All this nice time ‘working’ my notice out has meant I can spend some time reading and getting my house sorted before I start my new job with a new employer next month. My new job is a pay cut – looks like that is the way at the moment in the UK. If you want a job that’s near to your home – then expect a pay-cut! Employers are expecting more from their employees for less.
The offset of benefits v. rewards in action. The roller-coaster ride of my redundancy continues as it has now been announced that the company I currently work for has been sold again! So another owner – wow – I think that is 3 owners in the last 6 months!
SO with this new bombshell, another restructure is on the cards and just after we all thought we knew where we all stood, those with continued employment are now under threat again. I am so glad I am leaving soon, only 4 more weeks to go and counting down the days! I have been given work to do – a shock to the system – and it has been good as it means it will not be a big shock when I start my new job and have to work harder than I am currently expected to.
BUT – now we have a new owner – the projects are now back under review and are likely to be canned. The new owner has their own system, so the IT team’s days are numbered as they will want to consolidate the team – that’s what I would do if I was the new owner. The new owner has plans and as the parent, it will have the say over what happens, which will be to merge the operation into their current system and offices. I worked for a company where a ‘company buy’ took place and as the parent company, we went in and merged their system into ours to reduce costs and consolidate. Then just kept the staff that were needed to fill specific roles, which for the IT side was none.
The plus side to this news is that maybe the new owners will let us take PILON and let us go for the last month rather than have us clog up the office.
I have asked the question – don’t ask, don’t get – and up to now it has been refused. Maybe these new owners will have better sense. It will make our pension arrangements even more confusing – as I am still waiting for the new pension pack for the ‘back-dated’ employer contributions and my ‘now’ 1 months pay contribution.
The new owner has their own scheme and under TUPE, they have to provide a continuous pension – so what will happen as I have just 1 month left – where will this sorry payment go? Under PILON – the pension payment does not happen – so it would reduce their costs and get them out of this sorry state.
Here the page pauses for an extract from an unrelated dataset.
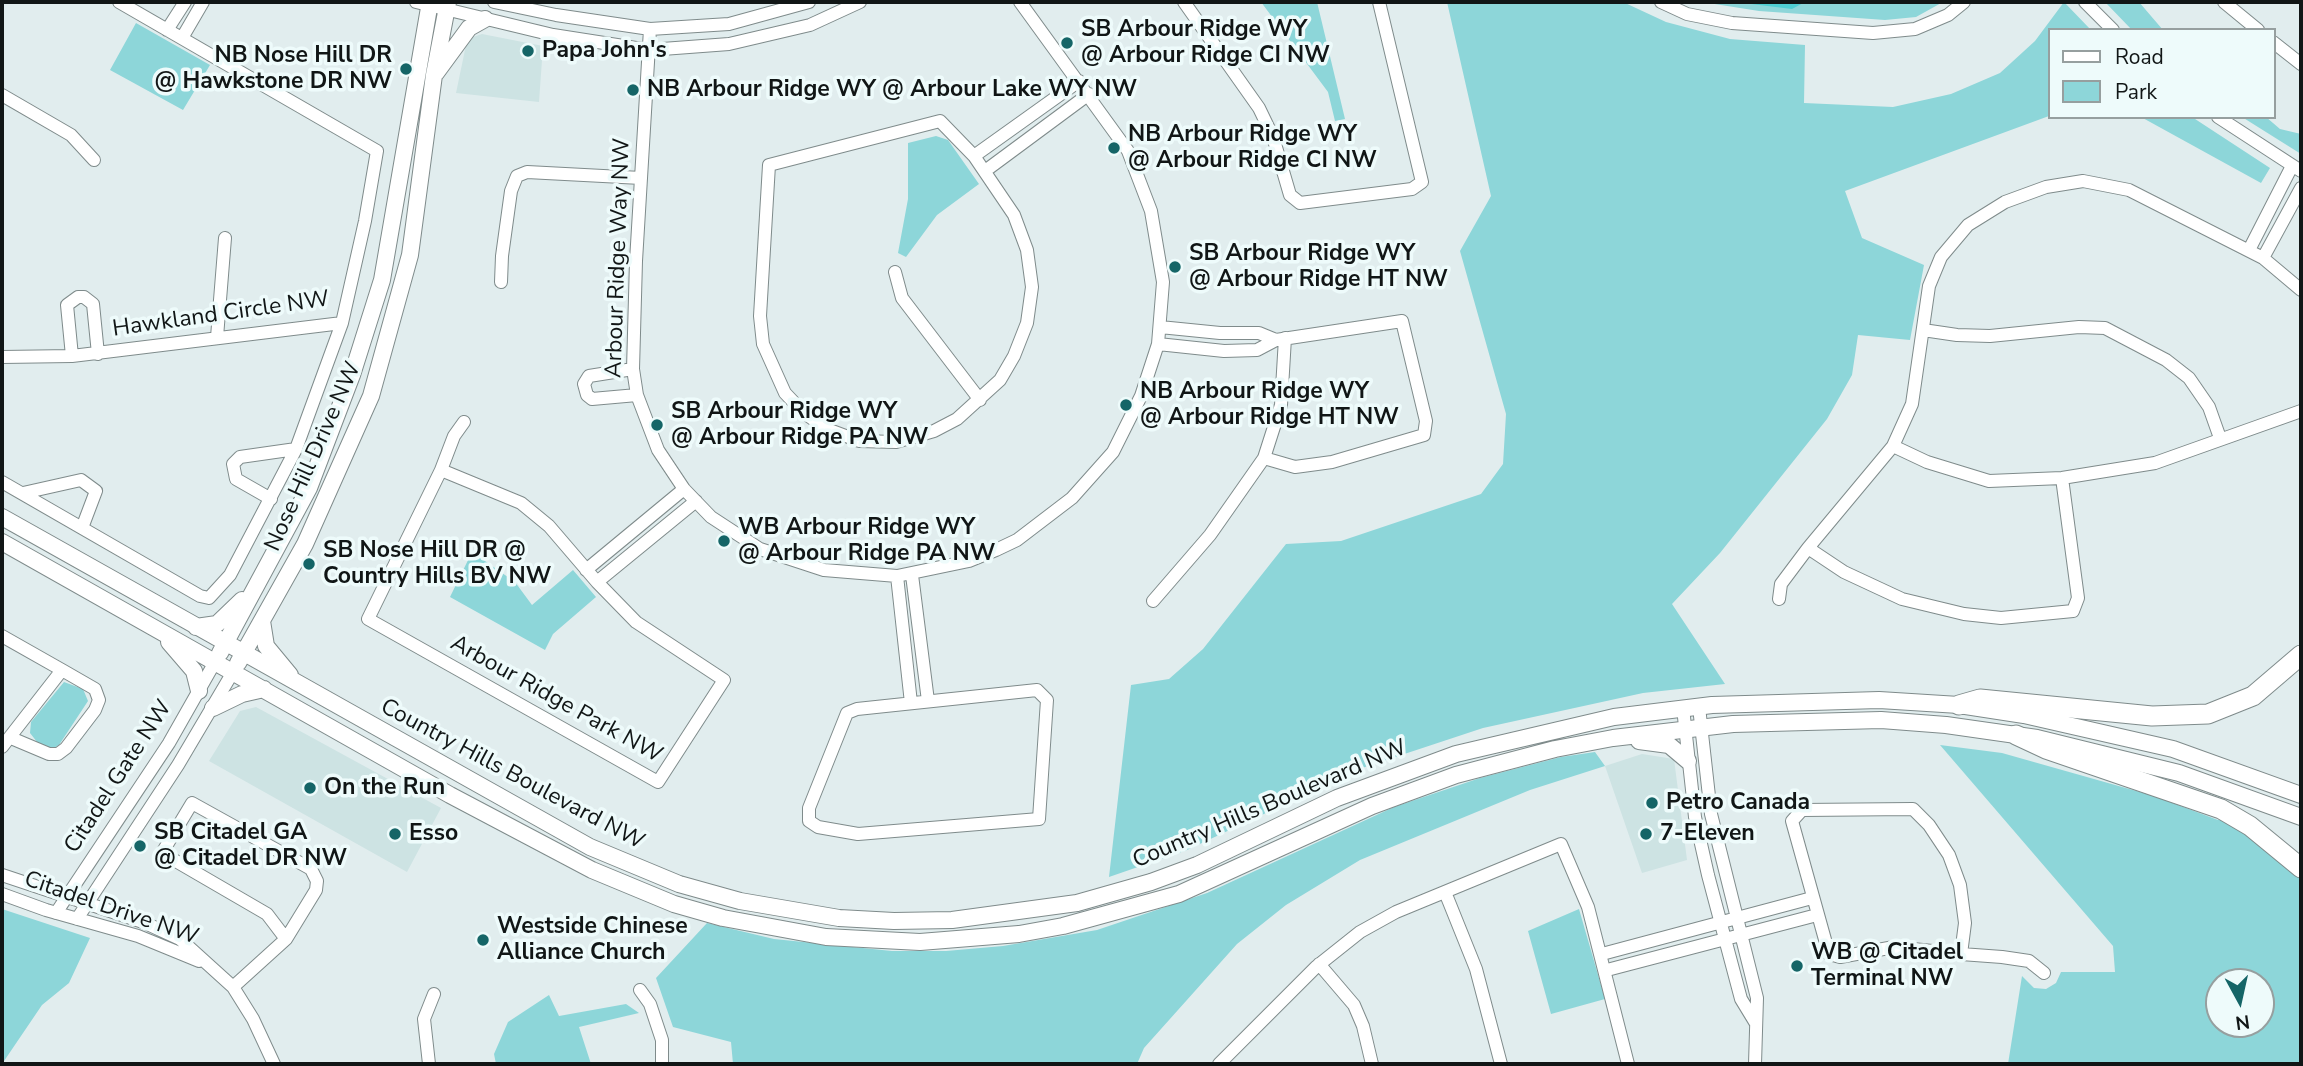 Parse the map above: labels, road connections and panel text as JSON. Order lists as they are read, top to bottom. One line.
{"streets":{"main road":["Nose Hill Drive NW","Country Hills Boulevard NW"],"street":["Arbour Ridge Way NW","Hawkland Circle NW","Arbour Ridge Park NW","Citadel Gate NW","Citadel Drive NW"]},"crossings":[["Nose Hill Drive NW","Country Hills Boulevard NW"],["Nose Hill Drive NW","Citadel Gate NW"],["Country Hills Boulevard NW","Citadel Gate NW"],["Citadel Gate NW","Citadel Drive NW"]],"places":["SB Arbour Ridge WY @ Arbour Ridge CI NW","Papa John's","NB Nose Hill DR @ Hawkstone DR NW","NB Arbour Ridge WY @ Arbour Lake WY NW","NB Arbour Ridge WY @ Arbour Ridge CI NW","SB Arbour Ridge WY @ Arbour Ridge HT NW","NB Arbour Ridge WY @ Arbour Ridge HT NW","SB Arbour Ridge WY @ Arbour Ridge PA NW","WB Arbour Ridge WY @ Arbour Ridge PA NW","SB Nose Hill DR @ Country Hills BV NW","On the Run","Petro Canada","Esso","7-Eleven","SB Citadel GA @ Citadel DR NW","Westside Chinese Alliance Church","WB @ Citadel Terminal NW"],"legend":["Road","Park"],"north":"bottom"}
I want to get the employer contributions I am owed as its all free money to help me reach FI! So I shouldn’t give up on this to easily. I have found that I cannot join my new employer’s pension scheme until next year! I have to wait 3 months, so there will be gap in my pension contributions.
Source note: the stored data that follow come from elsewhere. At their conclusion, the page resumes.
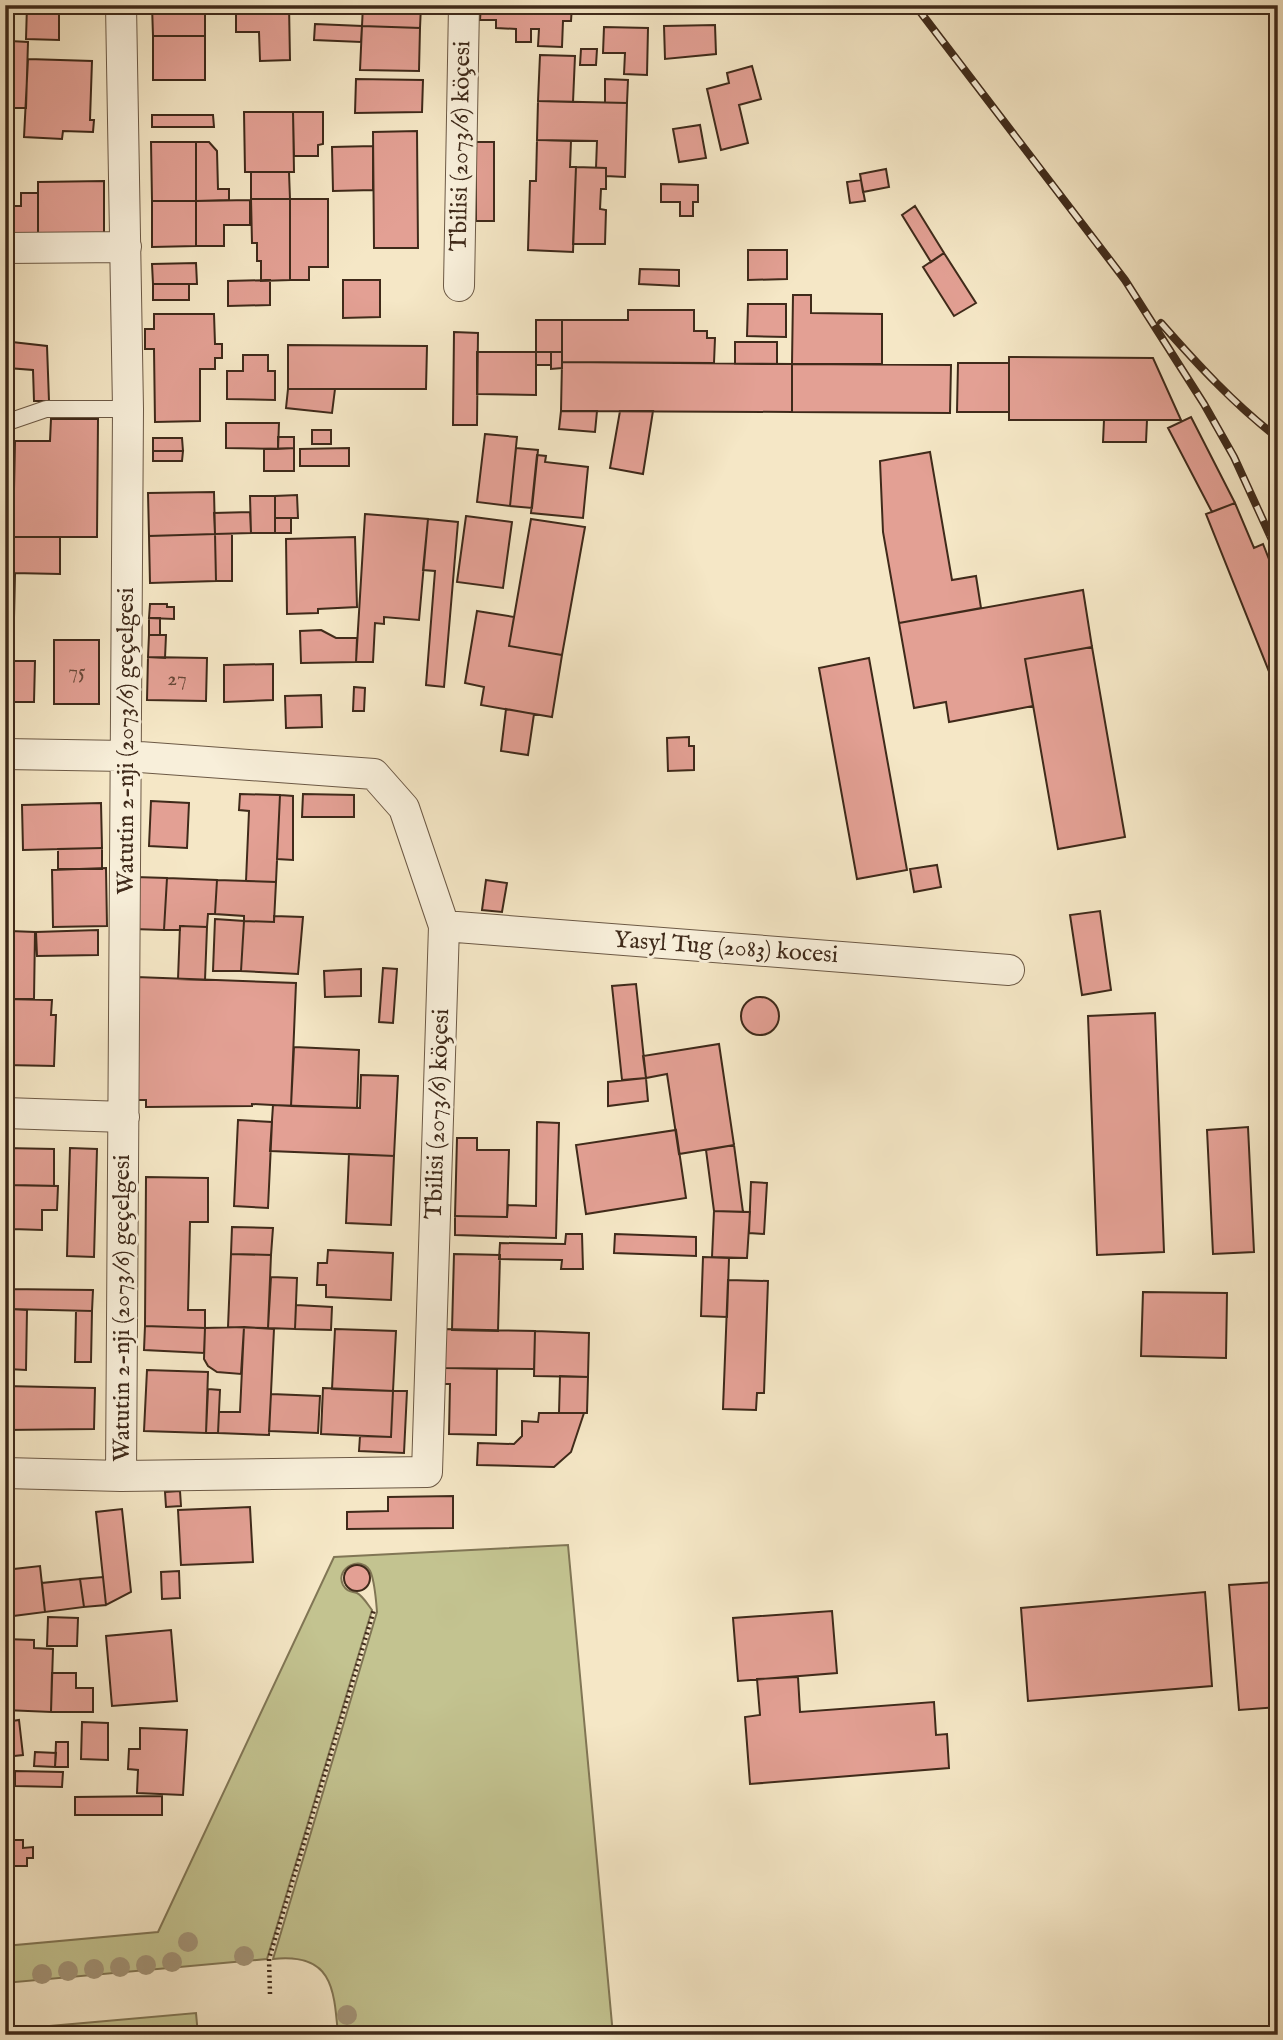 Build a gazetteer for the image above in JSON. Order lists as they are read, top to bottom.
{
  "streets": {
    "street": ["Tbilisi (2073/6) köçesi", "Watutin 2-nji (2073/6) geçelgesi", "Yasyl Tug (2083) kocesi"]
  },
  "crossings": [
    ["Tbilisi (2073/6) köçesi", "Watutin 2-nji (2073/6) geçelgesi"],
    ["Tbilisi (2073/6) köçesi", "Yasyl Tug (2083) kocesi"]
  ],
  "house_numbers": ["75", "27"]
}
Getting a reasonable pension provision and savings is worthwhile for me at the moment due to the tax breaks. It also means I can review my FI plan, use equities/rental/investments to provide me an income up to pension age, then use my pension as my income pot.
I need to do my monthly income report and see where I am. All this turmoil in the markets has been hitting my share values – I own Tesco ‘oh no’ and the market seems to be going down. An opportunity to buy some cheap stocks but not until I have read Tim Hale’s book some more!
I am steering well clear of supermarket stocks and will try and ride out the storm on Tesco – as they are still a big player in their sector – as I am in for the long-term so could do with covering my costs and then maybe moving the money to another sector, I can wait. This is where Tim Hale’s comment on spreading the risk is so apt.